Während sich über die Bestellung und die Herstellung von Komponistenporträts oftmals recht
präzise Aussagen machen lassen, ist über die Nutzung solcher Bildnisse im privaten Bereich wenig bekannt. Die Motive der Erwerbung und Aufbewahrung von Komponistenporträts können ebenso wie
die konkreten Kontexte, in denen sie betrachtet wurden, oft nur indirekt erschlossen werden. Es ist
schwer abzuschätzen, in welchem Umfang Komponisten ihre eigenen Porträts verwahrt haben, im
Einzelfall lässt sich dies aber belegen. Unter den älteren Bildnissen handelt es sich dabei um die bereits angesprochenen Standesporträts, die im Privathaus aufbewahrt wurden und in diesem Rahmen
auch das Amt oder den Status des Hausherrn oder der Hausherrin zu beglaubigen hatten.
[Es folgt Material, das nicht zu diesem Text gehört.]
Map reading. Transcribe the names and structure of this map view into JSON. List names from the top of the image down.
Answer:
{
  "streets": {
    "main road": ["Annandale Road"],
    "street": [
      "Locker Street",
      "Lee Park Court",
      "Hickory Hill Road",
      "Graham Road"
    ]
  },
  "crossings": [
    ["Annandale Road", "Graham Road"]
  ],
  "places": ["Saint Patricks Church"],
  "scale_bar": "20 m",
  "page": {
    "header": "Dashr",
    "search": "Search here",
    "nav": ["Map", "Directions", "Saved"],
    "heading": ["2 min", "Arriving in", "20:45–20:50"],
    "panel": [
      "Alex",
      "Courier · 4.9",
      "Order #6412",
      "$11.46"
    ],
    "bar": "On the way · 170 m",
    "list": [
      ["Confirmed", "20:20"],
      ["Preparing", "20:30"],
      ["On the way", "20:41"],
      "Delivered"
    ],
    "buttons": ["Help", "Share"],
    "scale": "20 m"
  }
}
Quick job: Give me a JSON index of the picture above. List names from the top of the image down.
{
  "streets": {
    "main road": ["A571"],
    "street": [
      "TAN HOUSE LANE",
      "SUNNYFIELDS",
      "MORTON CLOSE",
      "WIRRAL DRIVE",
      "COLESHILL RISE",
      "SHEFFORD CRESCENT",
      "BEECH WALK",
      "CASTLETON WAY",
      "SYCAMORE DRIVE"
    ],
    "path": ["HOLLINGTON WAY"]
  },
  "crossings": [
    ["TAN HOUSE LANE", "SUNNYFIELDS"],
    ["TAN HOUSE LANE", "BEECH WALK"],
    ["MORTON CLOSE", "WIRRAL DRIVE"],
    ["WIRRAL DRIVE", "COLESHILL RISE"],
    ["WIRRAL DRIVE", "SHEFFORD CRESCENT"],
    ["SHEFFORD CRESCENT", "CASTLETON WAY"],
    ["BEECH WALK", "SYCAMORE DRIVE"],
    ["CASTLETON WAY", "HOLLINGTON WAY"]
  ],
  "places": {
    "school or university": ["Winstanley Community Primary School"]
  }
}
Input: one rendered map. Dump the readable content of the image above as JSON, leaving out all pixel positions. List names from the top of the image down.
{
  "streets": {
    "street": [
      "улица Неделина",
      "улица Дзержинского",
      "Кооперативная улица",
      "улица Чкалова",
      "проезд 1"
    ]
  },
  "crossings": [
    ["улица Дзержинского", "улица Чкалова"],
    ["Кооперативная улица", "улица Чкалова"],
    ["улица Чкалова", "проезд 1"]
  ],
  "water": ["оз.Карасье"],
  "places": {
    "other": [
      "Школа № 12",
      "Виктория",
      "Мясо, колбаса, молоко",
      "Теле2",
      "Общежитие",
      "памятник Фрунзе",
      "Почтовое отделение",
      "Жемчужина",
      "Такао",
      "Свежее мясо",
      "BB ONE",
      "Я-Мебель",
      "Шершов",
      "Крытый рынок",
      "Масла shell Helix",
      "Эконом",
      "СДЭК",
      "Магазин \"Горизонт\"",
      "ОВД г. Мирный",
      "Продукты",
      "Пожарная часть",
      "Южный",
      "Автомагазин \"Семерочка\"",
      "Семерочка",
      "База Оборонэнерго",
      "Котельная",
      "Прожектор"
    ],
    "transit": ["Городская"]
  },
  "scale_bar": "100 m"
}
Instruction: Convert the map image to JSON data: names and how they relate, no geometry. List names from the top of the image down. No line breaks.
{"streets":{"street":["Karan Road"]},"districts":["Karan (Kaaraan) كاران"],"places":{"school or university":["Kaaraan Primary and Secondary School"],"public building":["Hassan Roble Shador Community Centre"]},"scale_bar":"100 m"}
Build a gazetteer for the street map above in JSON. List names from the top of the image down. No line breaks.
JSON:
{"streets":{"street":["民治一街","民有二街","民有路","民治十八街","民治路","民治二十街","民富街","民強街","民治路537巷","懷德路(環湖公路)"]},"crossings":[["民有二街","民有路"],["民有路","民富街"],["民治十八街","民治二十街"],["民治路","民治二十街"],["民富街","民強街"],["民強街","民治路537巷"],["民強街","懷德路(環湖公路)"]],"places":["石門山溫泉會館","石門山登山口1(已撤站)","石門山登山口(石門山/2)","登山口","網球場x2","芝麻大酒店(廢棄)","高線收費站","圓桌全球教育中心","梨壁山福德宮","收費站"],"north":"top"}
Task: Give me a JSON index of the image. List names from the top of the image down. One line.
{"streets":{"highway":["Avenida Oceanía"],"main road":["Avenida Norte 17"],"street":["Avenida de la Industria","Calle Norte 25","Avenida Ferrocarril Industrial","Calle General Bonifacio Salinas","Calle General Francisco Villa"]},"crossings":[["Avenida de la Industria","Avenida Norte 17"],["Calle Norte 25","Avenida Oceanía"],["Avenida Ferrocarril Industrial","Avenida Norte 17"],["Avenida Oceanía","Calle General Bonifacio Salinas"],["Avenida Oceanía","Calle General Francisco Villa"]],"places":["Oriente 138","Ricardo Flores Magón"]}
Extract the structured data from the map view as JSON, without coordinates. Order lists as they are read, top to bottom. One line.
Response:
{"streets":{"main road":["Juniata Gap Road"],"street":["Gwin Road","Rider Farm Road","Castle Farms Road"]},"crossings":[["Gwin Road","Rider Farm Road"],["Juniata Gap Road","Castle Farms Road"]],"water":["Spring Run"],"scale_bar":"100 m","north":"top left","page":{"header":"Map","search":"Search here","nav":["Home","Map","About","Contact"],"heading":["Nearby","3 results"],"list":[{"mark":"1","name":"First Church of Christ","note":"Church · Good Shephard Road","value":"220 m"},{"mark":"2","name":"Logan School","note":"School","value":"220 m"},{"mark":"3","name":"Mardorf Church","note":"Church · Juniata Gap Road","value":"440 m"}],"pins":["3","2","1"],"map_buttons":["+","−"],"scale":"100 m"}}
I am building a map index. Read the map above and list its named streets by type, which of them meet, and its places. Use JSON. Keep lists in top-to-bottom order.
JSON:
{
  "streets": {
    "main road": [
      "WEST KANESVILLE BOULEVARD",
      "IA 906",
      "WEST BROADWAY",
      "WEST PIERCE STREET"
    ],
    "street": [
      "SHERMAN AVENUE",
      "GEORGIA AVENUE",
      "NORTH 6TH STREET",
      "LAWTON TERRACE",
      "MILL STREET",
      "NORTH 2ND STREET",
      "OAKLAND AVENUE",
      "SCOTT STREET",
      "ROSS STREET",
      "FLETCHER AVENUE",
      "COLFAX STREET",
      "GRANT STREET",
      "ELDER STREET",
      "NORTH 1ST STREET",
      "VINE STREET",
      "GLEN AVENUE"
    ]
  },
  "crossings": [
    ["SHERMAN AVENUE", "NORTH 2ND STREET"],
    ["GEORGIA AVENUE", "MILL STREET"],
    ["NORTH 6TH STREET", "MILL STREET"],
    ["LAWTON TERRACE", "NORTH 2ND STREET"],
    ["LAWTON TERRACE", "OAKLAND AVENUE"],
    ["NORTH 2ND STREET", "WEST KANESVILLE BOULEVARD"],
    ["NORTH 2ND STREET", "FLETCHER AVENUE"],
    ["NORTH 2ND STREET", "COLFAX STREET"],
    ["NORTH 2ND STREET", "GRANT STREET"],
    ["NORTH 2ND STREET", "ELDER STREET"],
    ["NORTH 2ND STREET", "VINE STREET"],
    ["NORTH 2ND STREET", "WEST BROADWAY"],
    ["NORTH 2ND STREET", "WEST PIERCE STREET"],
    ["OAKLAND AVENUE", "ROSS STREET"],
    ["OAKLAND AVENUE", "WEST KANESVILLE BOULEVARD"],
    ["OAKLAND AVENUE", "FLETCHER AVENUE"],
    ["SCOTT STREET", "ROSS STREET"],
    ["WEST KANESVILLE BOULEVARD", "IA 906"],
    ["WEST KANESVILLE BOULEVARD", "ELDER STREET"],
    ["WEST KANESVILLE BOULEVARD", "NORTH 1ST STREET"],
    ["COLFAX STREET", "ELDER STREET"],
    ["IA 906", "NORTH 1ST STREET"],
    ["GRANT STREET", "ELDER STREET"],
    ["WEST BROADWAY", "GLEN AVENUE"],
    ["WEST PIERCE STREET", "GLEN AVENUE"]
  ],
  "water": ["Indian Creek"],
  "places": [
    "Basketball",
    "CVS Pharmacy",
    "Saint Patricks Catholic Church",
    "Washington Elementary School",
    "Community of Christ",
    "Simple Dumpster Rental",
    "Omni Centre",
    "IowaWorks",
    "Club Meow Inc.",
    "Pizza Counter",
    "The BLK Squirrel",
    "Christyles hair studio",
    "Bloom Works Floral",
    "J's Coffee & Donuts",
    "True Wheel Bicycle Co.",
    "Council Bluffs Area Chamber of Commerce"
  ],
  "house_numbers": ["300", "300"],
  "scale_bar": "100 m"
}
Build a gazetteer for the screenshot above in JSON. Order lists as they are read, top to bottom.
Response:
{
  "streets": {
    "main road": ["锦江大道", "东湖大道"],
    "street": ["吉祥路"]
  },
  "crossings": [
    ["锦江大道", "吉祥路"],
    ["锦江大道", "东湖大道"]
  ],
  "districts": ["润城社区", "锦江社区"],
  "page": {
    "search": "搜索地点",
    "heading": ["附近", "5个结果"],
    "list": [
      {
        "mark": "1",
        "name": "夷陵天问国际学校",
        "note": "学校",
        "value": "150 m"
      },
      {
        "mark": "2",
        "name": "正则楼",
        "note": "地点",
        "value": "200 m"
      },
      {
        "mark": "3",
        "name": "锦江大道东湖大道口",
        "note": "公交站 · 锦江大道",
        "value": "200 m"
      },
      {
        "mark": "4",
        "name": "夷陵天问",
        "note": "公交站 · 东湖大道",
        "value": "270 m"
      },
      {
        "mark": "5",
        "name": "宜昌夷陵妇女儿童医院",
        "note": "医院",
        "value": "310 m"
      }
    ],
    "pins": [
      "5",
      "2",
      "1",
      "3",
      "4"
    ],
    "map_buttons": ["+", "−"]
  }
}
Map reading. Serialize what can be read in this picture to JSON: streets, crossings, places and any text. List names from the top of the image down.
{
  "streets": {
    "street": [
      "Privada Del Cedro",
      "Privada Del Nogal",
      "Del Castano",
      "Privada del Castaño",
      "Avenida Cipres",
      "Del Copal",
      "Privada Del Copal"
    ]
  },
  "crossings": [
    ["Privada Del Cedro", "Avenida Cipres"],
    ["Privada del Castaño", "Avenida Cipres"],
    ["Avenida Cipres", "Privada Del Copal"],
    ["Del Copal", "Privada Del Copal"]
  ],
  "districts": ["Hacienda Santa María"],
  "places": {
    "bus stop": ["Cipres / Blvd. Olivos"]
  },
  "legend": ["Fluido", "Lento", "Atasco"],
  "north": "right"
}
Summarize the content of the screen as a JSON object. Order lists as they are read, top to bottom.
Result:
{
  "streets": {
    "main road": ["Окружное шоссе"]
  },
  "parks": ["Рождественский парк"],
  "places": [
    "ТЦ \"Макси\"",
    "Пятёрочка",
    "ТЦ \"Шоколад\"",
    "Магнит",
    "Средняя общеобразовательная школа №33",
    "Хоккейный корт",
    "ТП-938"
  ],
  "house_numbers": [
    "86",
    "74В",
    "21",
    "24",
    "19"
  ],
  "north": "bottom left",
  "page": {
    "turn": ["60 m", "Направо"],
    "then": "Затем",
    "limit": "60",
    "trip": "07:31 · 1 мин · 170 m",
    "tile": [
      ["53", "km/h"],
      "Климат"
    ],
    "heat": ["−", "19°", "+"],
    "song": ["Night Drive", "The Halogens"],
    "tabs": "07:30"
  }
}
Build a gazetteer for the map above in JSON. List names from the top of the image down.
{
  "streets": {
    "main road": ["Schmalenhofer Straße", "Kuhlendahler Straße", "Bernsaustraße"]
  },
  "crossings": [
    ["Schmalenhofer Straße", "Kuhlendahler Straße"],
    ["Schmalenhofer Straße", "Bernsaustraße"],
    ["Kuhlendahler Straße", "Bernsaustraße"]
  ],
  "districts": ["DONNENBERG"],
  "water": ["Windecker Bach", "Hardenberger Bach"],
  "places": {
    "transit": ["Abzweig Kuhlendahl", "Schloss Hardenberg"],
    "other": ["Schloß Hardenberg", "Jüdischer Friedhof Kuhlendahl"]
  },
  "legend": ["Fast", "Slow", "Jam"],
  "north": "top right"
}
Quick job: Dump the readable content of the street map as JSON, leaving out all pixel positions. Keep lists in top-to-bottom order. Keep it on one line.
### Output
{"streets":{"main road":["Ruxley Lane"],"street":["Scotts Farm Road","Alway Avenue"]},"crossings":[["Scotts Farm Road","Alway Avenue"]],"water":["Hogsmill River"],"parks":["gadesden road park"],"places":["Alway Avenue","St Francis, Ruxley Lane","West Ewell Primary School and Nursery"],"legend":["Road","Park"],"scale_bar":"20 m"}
Das gilt unter vielen anderen auch für das Porträt von Marianne Martinez, das die Komponistin nach ihrer Aufnahme in die Musikakademie von Lucca anfertigen ließ und auf dem ein entsprechender Inschriftentitulus von der neuen Würde Mitteilung macht. Darüber hinaus sind vereinzelt private Sammler
oder Mäzene namhaft zu machen, die Komponistenbildnisse bestellten. Das Porträt von Max Reger
wurde bei Max Beckmann von einem Hamburger Sammler bestellt, der schon mehrere Werke des
Malers besaß und offenbar auch die Musik des Komponisten schätzte. Das Paarbild von Benjamin
Britten und Peter Pears hat eine Gönnerin des Komponisten und des Sängers in Auftrag gegeben.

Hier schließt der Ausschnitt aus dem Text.